If a line in the entries includes "linejoin", show that line.

[ENTRIES SUPPLIED — start]

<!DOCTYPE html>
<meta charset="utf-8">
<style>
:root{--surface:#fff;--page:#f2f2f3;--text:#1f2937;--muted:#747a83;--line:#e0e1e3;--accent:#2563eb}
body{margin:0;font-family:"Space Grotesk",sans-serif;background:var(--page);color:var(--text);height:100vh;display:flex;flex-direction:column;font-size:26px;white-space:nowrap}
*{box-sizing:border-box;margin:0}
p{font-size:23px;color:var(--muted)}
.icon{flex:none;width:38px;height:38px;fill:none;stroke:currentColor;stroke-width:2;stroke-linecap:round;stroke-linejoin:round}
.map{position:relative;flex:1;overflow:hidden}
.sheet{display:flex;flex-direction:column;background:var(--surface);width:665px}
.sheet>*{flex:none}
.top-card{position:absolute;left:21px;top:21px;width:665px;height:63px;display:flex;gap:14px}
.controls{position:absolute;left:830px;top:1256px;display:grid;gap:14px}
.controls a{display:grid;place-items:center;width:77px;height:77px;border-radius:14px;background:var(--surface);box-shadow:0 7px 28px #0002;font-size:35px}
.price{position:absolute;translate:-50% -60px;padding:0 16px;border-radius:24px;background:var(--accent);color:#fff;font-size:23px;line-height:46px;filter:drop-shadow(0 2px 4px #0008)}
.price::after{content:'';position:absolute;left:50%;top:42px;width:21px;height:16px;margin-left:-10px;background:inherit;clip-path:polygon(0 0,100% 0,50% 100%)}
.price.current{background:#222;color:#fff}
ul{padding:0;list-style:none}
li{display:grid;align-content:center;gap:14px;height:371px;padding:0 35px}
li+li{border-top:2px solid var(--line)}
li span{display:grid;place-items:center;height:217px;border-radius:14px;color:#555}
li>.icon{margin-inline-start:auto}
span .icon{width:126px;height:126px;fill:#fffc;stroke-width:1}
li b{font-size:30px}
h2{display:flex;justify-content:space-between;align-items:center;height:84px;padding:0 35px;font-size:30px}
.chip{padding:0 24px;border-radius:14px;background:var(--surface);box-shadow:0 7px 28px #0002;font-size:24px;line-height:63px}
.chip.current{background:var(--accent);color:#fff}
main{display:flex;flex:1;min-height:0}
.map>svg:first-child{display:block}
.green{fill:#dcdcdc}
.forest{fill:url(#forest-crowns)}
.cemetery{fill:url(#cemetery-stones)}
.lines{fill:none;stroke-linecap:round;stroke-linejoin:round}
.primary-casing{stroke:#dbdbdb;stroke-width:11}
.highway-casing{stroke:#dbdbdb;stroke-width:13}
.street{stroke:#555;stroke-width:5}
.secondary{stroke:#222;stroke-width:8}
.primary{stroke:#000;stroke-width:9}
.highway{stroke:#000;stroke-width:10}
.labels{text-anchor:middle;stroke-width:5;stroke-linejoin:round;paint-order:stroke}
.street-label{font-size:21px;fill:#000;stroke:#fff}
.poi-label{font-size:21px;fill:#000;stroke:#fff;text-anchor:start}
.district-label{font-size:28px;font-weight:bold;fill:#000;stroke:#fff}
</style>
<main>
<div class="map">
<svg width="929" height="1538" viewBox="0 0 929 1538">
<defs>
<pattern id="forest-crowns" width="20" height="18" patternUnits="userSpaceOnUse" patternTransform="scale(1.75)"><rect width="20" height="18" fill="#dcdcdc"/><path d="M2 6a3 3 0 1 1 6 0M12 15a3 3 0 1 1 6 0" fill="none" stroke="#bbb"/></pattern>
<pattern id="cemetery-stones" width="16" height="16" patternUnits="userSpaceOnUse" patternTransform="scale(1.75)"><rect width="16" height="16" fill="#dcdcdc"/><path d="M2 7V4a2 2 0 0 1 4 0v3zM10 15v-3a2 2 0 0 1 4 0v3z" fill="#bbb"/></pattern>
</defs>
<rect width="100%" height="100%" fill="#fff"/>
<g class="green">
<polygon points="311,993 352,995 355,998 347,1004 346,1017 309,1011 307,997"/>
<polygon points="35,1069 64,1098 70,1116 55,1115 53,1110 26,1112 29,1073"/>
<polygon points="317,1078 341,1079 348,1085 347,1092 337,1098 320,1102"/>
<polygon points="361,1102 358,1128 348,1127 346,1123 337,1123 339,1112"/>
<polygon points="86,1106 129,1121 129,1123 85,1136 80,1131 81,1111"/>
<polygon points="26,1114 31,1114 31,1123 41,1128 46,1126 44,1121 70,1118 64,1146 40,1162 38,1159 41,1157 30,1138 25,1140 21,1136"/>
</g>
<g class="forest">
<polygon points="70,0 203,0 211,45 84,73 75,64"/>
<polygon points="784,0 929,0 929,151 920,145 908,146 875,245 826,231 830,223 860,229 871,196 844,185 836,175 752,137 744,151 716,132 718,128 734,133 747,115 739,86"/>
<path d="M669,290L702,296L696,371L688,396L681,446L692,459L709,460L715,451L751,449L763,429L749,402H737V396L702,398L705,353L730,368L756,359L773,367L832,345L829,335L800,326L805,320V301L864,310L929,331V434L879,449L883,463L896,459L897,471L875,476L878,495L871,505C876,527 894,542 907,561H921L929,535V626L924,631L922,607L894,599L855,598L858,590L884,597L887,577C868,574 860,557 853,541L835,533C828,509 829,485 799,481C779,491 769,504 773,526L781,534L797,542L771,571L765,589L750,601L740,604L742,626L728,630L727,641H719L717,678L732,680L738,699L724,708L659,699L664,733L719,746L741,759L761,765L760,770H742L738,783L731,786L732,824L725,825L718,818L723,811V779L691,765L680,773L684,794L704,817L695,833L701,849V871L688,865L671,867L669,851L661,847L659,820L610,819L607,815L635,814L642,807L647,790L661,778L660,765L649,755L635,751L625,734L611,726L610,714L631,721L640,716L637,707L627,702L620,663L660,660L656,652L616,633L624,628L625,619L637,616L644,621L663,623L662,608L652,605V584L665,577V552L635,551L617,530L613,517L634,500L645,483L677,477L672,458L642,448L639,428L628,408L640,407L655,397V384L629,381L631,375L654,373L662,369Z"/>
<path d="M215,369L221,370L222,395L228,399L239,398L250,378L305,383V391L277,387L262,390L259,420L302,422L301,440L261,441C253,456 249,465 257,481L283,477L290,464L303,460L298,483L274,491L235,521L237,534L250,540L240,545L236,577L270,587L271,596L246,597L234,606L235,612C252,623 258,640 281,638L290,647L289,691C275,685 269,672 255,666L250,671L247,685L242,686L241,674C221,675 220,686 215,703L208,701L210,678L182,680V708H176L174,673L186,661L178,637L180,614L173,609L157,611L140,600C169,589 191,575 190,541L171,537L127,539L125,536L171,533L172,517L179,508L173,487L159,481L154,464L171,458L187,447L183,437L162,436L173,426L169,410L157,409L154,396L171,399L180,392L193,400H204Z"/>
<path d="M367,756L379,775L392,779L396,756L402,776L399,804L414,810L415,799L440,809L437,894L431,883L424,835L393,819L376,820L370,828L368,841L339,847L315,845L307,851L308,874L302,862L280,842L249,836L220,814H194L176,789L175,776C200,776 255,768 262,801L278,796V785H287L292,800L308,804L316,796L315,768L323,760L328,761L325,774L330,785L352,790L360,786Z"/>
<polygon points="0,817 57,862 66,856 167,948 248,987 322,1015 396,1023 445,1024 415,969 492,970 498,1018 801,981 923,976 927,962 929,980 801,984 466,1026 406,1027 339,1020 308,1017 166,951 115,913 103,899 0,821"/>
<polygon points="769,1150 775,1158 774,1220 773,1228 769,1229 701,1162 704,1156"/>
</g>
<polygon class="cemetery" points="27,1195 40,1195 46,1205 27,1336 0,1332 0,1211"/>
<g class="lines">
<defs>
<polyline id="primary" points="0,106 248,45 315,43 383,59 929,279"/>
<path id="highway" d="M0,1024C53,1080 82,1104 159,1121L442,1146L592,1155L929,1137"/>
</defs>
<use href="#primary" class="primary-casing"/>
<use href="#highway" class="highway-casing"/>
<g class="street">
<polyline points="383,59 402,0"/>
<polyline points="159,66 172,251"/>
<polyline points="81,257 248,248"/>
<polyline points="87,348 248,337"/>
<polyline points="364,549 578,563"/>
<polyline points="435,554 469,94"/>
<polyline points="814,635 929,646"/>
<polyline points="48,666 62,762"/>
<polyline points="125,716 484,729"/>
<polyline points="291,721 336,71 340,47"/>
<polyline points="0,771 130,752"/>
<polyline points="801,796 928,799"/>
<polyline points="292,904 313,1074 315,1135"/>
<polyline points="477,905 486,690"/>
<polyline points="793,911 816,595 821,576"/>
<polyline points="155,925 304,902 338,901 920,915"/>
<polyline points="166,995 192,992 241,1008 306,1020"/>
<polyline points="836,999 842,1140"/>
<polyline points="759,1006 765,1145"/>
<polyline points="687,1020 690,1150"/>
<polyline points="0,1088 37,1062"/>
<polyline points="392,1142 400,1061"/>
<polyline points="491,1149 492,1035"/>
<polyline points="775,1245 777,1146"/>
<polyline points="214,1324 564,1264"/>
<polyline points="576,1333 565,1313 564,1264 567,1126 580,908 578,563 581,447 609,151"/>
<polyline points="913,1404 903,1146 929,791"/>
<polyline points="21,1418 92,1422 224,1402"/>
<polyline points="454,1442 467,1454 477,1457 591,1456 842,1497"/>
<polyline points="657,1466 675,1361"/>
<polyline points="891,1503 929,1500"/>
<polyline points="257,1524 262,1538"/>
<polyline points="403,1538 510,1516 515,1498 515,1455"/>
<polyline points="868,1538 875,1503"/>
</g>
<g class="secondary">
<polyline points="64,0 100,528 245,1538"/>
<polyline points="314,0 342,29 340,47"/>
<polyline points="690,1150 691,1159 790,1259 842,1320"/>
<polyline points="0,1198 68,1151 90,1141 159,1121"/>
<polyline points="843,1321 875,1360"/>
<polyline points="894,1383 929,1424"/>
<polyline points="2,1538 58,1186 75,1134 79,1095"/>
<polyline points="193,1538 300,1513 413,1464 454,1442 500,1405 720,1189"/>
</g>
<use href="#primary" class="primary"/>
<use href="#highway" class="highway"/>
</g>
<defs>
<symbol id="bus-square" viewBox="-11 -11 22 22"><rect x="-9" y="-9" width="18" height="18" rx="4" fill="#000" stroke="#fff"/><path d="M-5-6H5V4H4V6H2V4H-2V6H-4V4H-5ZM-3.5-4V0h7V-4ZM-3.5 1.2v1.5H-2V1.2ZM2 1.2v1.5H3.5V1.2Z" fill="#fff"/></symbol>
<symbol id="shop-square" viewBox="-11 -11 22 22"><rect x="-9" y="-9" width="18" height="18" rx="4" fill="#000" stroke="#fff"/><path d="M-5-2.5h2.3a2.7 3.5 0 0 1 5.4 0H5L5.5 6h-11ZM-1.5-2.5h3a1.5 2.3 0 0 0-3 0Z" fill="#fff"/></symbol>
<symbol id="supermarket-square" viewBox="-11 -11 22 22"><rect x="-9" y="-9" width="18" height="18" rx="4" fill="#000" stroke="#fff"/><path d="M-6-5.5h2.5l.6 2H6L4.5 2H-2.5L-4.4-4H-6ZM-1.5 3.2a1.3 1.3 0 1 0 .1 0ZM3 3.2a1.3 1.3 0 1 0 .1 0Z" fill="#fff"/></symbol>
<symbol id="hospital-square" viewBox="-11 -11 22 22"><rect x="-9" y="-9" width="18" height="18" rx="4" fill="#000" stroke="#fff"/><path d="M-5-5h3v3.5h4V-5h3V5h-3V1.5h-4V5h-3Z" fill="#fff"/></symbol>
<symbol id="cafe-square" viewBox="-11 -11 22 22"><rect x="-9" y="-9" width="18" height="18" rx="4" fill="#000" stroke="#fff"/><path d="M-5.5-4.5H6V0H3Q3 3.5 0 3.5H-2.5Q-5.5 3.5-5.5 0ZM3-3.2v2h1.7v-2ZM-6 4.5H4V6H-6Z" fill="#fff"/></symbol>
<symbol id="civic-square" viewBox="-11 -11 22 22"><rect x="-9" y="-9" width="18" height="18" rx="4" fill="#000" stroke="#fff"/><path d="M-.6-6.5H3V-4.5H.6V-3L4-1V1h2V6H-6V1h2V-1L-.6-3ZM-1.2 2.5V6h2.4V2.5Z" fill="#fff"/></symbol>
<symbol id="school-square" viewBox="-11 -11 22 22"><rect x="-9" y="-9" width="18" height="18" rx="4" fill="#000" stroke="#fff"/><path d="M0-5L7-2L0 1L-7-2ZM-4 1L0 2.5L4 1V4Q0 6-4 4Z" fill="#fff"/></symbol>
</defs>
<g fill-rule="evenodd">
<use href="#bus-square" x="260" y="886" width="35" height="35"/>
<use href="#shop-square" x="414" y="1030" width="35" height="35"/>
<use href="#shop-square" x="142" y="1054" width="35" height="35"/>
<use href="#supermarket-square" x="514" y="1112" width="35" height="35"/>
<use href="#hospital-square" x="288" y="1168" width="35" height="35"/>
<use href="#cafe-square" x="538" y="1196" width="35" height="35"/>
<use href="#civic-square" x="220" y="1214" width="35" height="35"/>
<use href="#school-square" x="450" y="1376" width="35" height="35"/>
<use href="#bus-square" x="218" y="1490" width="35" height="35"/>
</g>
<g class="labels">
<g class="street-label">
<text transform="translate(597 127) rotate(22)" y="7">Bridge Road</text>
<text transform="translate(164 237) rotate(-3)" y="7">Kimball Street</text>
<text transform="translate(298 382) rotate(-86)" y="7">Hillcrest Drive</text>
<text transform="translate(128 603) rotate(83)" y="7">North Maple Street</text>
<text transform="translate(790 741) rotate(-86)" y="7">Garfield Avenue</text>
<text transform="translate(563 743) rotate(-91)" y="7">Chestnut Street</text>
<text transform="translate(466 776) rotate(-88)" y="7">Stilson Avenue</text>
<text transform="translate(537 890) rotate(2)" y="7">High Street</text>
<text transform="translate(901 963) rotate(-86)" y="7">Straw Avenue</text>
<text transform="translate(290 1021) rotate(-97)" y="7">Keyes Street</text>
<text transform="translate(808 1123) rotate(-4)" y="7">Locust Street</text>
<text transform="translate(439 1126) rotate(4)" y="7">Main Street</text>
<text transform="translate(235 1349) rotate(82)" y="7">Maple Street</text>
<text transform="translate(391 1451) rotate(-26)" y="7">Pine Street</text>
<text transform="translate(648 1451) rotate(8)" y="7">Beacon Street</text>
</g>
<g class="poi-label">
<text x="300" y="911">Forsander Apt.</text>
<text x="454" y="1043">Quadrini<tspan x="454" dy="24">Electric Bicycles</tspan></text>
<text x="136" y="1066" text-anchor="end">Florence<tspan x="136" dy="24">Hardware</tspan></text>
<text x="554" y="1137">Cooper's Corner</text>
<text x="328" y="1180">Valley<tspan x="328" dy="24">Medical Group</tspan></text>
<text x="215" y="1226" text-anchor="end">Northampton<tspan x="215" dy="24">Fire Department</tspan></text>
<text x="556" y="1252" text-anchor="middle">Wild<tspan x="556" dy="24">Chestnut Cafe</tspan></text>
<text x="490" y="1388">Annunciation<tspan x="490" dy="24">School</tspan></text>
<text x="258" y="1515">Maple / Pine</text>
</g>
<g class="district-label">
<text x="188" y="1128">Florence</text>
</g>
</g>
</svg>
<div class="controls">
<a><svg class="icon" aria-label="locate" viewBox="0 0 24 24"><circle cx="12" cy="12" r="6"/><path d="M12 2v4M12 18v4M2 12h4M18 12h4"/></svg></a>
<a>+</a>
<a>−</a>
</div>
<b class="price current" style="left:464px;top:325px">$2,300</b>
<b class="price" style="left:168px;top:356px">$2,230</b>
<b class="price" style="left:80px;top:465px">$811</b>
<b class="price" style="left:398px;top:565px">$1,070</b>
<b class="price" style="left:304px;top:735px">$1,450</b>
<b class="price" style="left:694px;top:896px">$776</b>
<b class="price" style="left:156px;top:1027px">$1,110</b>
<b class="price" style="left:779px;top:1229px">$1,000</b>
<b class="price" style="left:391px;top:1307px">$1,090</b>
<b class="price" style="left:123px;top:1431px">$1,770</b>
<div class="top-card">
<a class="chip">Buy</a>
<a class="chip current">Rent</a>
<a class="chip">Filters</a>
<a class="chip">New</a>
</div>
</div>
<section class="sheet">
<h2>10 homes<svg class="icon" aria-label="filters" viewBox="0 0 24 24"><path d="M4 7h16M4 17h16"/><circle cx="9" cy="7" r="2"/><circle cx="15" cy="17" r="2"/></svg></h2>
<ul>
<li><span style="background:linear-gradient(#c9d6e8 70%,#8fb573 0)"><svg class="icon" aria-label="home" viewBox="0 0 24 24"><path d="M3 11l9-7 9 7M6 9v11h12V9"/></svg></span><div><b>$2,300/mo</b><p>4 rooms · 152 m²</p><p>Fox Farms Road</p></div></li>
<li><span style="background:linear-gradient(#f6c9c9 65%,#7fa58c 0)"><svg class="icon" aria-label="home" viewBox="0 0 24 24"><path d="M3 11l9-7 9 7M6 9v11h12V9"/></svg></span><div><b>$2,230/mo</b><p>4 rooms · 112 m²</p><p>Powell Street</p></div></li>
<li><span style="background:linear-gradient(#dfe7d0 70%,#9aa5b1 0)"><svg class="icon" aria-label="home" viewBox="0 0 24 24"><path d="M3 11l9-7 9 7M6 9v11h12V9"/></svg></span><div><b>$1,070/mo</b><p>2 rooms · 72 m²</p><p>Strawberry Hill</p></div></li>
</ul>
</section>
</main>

[ENTRIES SUPPLIED — finish]

PROBLEM SOLUTION:
.icon{flex:none;width:38px;height:38px;fill:none;stroke:currentColor;stroke-width:2;stroke-linecap:round;stroke-linejoin:round}
.lines{fill:none;stroke-linecap:round;stroke-linejoin:round}
.labels{text-anchor:middle;stroke-width:5;stroke-linejoin:round;paint-order:stroke}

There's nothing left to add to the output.